EXERCISE DESCRIPTION:
In the entries that follow, the first line to write out is the one containing "display:grid; grid-template-columns:52px 1fr", and the last is the one containing "fill:none; stroke-linecap:round; stroke-linejoin:round". Reproduce that stretch exactly, with nothing before or after it.

· · · · · · ·

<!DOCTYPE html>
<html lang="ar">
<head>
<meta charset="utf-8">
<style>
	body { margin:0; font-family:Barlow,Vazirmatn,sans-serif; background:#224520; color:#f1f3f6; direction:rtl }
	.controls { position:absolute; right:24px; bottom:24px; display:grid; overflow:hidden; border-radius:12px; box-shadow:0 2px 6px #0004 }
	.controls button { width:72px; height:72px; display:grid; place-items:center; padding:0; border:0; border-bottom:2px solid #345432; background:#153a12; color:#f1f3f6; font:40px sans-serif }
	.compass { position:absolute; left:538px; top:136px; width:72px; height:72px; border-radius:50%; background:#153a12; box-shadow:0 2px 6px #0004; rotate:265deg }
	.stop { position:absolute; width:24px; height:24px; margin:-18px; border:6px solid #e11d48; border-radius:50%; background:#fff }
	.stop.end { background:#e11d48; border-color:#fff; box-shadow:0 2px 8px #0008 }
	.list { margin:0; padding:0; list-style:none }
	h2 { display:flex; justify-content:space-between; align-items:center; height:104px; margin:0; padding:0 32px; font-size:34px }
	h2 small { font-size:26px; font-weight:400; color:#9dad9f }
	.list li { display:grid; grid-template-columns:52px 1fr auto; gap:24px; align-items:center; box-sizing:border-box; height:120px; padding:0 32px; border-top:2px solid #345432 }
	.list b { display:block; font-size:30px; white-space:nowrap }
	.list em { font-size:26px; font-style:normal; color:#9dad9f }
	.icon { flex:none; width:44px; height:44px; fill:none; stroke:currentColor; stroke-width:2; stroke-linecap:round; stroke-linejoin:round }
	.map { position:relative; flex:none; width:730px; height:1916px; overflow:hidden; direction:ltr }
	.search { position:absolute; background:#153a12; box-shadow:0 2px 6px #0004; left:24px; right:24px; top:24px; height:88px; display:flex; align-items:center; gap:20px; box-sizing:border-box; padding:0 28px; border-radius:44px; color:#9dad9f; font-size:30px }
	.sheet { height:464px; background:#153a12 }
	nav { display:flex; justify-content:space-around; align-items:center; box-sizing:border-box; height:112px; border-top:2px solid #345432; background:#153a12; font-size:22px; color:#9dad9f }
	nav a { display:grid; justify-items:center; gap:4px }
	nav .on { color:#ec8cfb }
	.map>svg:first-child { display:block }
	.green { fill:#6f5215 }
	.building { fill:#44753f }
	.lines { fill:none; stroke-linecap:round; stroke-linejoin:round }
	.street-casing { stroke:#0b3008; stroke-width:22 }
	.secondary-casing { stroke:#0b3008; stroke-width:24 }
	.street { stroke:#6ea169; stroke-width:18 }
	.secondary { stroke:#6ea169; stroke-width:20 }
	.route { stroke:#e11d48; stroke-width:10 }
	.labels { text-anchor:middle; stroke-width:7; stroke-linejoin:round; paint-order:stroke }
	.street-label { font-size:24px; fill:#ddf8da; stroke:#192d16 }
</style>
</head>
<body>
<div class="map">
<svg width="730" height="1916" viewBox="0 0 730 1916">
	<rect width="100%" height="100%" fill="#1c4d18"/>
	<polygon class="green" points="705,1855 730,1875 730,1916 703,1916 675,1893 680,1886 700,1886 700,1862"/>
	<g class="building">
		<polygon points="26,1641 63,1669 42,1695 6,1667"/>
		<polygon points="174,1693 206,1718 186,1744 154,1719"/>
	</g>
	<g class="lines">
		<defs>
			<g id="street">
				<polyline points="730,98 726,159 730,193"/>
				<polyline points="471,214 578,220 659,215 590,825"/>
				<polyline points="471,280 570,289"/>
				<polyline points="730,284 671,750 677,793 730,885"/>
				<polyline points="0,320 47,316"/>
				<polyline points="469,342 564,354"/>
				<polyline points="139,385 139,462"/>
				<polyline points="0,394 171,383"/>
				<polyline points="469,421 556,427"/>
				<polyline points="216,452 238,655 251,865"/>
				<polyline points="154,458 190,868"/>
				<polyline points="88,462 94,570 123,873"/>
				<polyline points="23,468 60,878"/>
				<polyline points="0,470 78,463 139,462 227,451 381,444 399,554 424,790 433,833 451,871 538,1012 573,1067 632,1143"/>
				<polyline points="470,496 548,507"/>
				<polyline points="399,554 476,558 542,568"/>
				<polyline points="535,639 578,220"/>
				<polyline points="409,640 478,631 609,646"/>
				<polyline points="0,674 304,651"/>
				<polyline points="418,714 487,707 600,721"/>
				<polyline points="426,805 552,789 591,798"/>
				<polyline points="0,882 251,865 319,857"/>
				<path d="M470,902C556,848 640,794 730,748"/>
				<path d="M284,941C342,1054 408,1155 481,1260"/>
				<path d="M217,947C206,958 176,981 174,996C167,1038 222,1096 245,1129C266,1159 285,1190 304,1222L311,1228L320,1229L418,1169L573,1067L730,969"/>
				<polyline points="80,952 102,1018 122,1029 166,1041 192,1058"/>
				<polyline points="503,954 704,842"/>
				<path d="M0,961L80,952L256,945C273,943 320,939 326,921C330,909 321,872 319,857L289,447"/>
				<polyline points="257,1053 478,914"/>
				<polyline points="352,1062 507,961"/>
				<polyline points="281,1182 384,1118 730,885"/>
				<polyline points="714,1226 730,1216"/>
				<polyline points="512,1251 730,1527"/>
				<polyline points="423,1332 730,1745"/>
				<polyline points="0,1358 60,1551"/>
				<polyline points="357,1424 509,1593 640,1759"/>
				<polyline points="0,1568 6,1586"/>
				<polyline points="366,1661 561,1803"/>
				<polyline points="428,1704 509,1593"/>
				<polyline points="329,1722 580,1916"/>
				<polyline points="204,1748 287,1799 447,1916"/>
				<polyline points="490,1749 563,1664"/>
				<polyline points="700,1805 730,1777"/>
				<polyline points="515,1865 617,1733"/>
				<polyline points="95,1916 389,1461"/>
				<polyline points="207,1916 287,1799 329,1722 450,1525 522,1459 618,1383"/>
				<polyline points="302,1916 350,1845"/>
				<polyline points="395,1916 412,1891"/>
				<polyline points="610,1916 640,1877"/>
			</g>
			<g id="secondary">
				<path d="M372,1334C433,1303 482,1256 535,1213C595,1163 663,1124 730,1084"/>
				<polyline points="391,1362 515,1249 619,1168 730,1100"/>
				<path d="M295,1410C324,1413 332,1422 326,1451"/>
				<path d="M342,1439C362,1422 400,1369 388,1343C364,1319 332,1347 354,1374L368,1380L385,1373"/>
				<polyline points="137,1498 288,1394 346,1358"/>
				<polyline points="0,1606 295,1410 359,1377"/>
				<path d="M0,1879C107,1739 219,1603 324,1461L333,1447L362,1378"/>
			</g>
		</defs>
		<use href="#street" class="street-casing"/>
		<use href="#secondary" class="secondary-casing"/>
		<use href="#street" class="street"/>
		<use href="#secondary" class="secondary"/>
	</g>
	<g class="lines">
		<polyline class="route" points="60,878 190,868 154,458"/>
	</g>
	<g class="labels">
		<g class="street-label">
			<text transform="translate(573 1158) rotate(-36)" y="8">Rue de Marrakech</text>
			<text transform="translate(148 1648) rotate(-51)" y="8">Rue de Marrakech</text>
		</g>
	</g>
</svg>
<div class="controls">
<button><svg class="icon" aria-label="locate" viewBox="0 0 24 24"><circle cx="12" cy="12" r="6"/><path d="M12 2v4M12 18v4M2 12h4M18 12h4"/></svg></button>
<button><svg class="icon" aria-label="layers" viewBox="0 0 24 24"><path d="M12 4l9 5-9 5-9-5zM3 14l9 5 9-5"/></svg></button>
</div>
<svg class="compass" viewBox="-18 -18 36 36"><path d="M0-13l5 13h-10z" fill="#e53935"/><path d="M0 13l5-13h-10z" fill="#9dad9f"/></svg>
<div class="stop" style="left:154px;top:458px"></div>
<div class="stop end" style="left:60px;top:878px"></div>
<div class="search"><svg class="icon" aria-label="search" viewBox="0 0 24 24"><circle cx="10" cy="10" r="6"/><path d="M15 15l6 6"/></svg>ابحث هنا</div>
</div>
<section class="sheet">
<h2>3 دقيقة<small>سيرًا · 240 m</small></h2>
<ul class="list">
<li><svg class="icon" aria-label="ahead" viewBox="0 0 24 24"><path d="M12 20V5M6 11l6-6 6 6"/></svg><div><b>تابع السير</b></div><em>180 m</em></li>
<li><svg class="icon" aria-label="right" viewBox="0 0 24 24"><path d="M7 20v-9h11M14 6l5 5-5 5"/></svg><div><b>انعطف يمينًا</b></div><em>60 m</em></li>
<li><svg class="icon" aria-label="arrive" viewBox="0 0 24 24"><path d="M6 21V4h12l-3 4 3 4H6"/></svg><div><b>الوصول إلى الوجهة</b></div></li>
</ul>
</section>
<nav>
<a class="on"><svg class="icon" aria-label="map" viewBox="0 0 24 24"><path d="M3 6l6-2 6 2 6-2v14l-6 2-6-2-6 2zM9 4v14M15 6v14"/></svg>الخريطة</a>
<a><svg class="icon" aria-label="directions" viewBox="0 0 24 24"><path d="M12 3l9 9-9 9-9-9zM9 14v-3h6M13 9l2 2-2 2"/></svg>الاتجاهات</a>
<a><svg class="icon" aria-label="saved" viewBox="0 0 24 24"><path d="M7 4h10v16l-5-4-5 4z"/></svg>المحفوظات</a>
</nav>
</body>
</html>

· · · · · · ·

REPLY TO THE EXERCISE:
	.list li { display:grid; grid-template-columns:52px 1fr auto; gap:24px; align-items:center; box-sizing:border-box; height:120px; padding:0 32px; border-top:2px solid #345432 }
	.list b { display:block; font-size:30px; white-space:nowrap }
	.list em { font-size:26px; font-style:normal; color:#9dad9f }
	.icon { flex:none; width:44px; height:44px; fill:none; stroke:currentColor; stroke-width:2; stroke-linecap:round; stroke-linejoin:round }
	.map { position:relative; flex:none; width:730px; height:1916px; overflow:hidden; direction:ltr }
	.search { position:absolute; background:#153a12; box-shadow:0 2px 6px #0004; left:24px; right:24px; top:24px; height:88px; display:flex; align-items:center; gap:20px; box-sizing:border-box; padding:0 28px; border-radius:44px; color:#9dad9f; font-size:30px }
	.sheet { height:464px; background:#153a12 }
	nav { display:flex; justify-content:space-around; align-items:center; box-sizing:border-box; height:112px; border-top:2px solid #345432; background:#153a12; font-size:22px; color:#9dad9f }
	nav a { display:grid; justify-items:center; gap:4px }
	nav .on { color:#ec8cfb }
	.map>svg:first-child { display:block }
	.green { fill:#6f5215 }
	.building { fill:#44753f }
	.lines { fill:none; stroke-linecap:round; stroke-linejoin:round }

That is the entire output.